## Your assignment
Take each line of the records below that contains the string "halo" and copy it.

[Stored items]
* * *

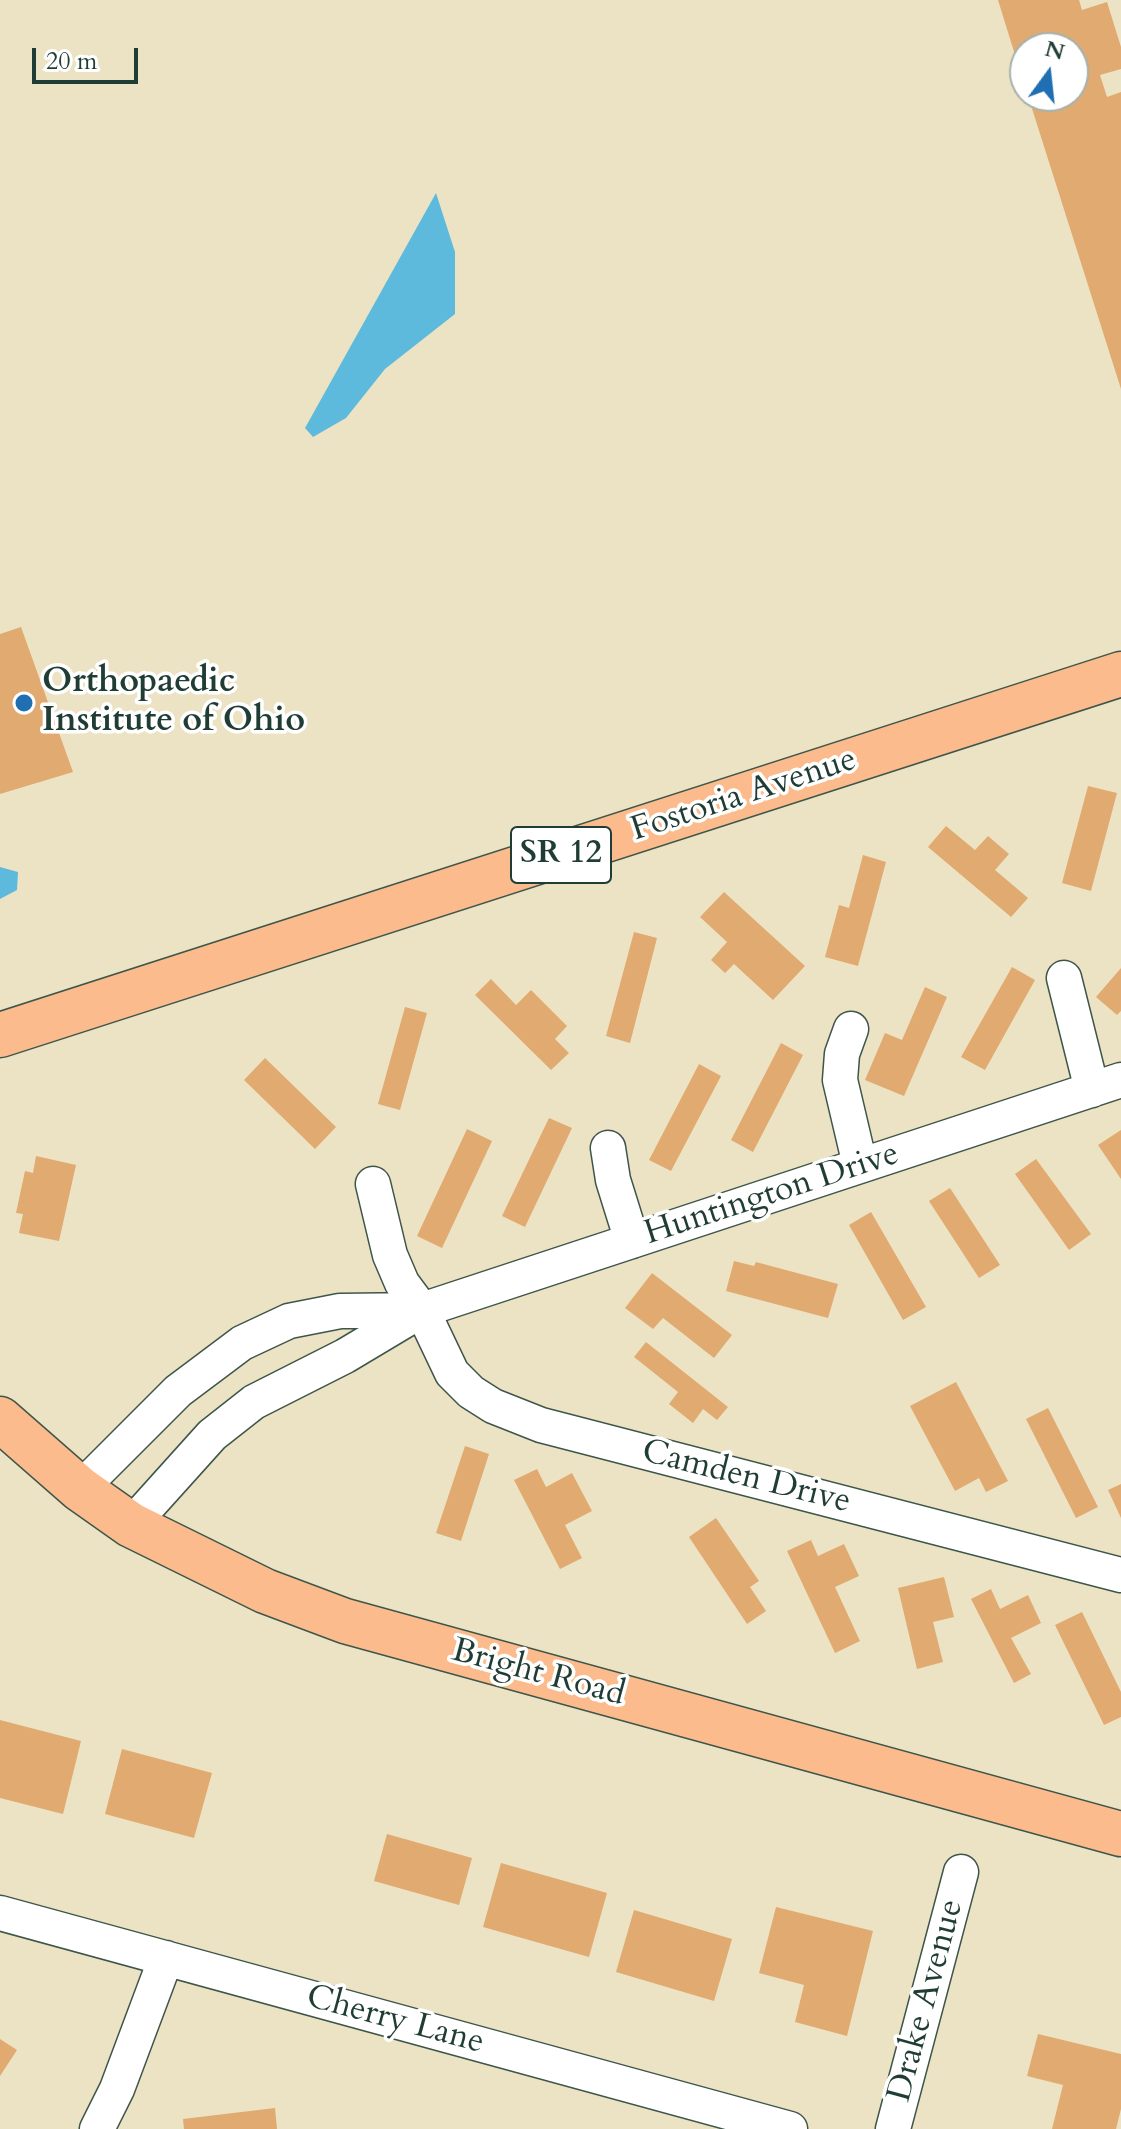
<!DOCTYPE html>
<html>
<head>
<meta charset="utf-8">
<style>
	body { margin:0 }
	#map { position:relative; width:1121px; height:2129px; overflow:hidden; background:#ece3c4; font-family:Cardo,serif }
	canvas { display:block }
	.north { position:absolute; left:1009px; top:32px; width:80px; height:80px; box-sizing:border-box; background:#fff; border:2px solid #a5b1ae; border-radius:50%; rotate:15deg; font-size:22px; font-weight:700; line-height:32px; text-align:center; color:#1f3d34 }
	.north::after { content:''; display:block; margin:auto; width:28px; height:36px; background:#1f6fb2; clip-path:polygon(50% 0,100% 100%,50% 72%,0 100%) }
	.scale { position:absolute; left:32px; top:48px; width:106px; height:36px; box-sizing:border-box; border:4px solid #1f3d34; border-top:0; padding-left:10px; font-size:24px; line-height:28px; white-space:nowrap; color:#1f3d34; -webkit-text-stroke:6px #fff; paint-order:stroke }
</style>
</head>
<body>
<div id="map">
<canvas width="1121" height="2129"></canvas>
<div class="north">N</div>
<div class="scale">20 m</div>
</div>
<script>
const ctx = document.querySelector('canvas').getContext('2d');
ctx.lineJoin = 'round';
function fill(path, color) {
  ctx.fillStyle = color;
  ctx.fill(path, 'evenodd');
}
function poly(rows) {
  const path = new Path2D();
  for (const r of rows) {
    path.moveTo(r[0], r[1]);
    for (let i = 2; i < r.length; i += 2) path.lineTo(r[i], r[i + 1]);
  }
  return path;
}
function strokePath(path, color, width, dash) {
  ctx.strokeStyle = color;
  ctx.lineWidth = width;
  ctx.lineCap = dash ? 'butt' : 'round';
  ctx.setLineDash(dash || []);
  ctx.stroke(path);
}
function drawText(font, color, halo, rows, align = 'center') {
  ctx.font = font + ' Cardo,serif';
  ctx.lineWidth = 7;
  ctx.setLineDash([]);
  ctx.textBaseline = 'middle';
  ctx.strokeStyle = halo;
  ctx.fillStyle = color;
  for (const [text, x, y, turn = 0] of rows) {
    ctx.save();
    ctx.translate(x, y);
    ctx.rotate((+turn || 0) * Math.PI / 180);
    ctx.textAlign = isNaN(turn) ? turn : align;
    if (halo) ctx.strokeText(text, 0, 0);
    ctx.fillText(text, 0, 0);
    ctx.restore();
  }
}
const water = poly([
	[436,193,455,252,455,314,385,369,346,418,313,437,305,428],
	[0,867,18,872,17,890,0,899]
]);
const building = poly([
	[998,0,1079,0,1082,10,1107,2,1121,47,1121,69,1100,75,1107,97,1121,92,1121,389,1028,96,1073,96,1073,48,1025,48,1024,84],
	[21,627,73,772,0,794,0,634],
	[1088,786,1117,793,1091,891,1062,883],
	[946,826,975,850,988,836,1009,854,995,870,1028,898,1011,917,928,847],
	[863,855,886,862,858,966,825,957,839,905,849,908],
	[724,892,805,966,773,1000,734,964,725,973,711,960,727,942,700,917],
	[634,932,657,938,630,1043,606,1036],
	[1012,967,1035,980,985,1070,961,1057],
	[1121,968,1121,1011,1117,1015,1096,997],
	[491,979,516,1005,531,990,567,1026,555,1039,569,1053,551,1070,475,995],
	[925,987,947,997,904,1096,865,1080,885,1033,902,1040],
	[405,1007,427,1013,400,1110,378,1104],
	[781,1043,803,1055,753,1152,731,1140],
	[265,1058,336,1127,315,1149,244,1080],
	[699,1064,721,1076,671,1171,649,1160],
	[549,1118,572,1128,525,1227,502,1216],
	[467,1129,492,1141,442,1248,417,1236],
	[1121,1130,1121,1179,1098,1145],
	[36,1156,76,1165,59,1241,19,1233,23,1214,16,1213,25,1171,33,1173],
	[1036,1159,1091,1234,1069,1250,1015,1174],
	[950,1188,1000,1265,979,1278,929,1201],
	[871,1212,926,1307,903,1320,849,1225],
	[734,1261,754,1266,756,1262,838,1284,828,1318,726,1291],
	[652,1273,732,1335,714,1358,663,1318,653,1329,625,1308],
	[646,1342,728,1407,717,1420,703,1409,693,1423,669,1404,678,1392,634,1357],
	[956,1382,1008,1481,986,1492,979,1478,955,1491,910,1406],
	[1048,1408,1098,1507,1076,1518,1026,1419],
	[465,1446,489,1454,461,1541,436,1533],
	[537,1469,546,1487,572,1473,592,1511,565,1525,582,1558,560,1569,514,1480],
	[1121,1484,1121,1518,1108,1490],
	[716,1518,759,1581,750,1587,766,1611,747,1624,689,1537],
	[811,1540,818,1556,844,1544,859,1576,835,1587,860,1641,835,1653,787,1551],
	[944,1577,954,1617,933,1622,943,1662,917,1669,898,1588],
	[991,1589,1000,1609,1028,1595,1041,1623,1011,1638,1031,1674,1014,1683,971,1599],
	[1082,1612,1121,1692,1121,1717,1104,1725,1055,1625],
	[0,1720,81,1741,63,1814,0,1798],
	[122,1749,212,1773,194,1838,105,1814],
	[387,1834,472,1858,459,1905,374,1881],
	[501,1863,607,1893,589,1957,483,1927],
	[776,1907,873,1931,847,2036,795,2022,804,1985,759,1973],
	[634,1910,732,1939,714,2001,616,1972],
	[1038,2034,1121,2054,1121,2109,1116,2129,1052,2129,1063,2085,1027,2076],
	[0,2039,17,2050,0,2076],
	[275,2108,277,2129,184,2129,183,2119]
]);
const minor = poly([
	[1064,978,1092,1090],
	[851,1029,842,1054,840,1080,860,1165],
	[608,1148,613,1180,632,1241],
	[373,1184,390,1255,402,1283,422,1310,452,1373,471,1392,493,1406,541,1425,1121,1575],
	[80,1489,178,1391,242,1343,289,1321,340,1311,422,1310],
	[131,1525,212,1435,254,1402,345,1356,422,1310,1121,1080],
	[0,1913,790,2129],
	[97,2129,117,2089,166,1958],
	[893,2129,961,1872]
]);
const major = poly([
	[0,1035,1121,674],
	[0,1419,80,1489,131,1525,265,1591,345,1621,1121,1834]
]);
const markers = [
	[24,703,10,"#1f6fb2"]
];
const shields = [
	[561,855,100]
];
const shieldNames = [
	["SR 12",561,855]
];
const poiNames = [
	["Orthopaedic",42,683],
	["Institute of Ohio",42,722]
];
const streetNames = [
	["Fostoria Avenue",744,796,-18],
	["Huntington Drive",772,1195,-18],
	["Camden Drive",746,1478,14],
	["Bright Road",538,1674,15],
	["Drake Avenue",927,2001,-75],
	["Cherry Lane",395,2021,15]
];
fill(water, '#5ebadc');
fill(building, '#e0aa70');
strokePath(minor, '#3e564a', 37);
strokePath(major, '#3e564a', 47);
strokePath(minor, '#fff', 34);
strokePath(major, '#fbbb8c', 44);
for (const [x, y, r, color] of markers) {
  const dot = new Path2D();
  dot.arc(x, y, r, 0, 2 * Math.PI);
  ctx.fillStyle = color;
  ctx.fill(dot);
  strokePath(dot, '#fff', 3);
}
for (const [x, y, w] of shields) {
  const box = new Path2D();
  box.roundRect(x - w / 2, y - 28, w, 56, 6);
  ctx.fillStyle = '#fff';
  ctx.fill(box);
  strokePath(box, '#1f3d34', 2);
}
drawText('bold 32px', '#1f3d34', null, shieldNames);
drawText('bold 34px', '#1f3d34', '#fff', poiNames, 'left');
drawText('34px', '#1f3d34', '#fff', streetNames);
</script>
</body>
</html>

* * *

## Answer box
function drawText(font, color, halo, rows, align = 'center') {
  ctx.strokeStyle = halo;
    if (halo) ctx.strokeText(text, 0, 0);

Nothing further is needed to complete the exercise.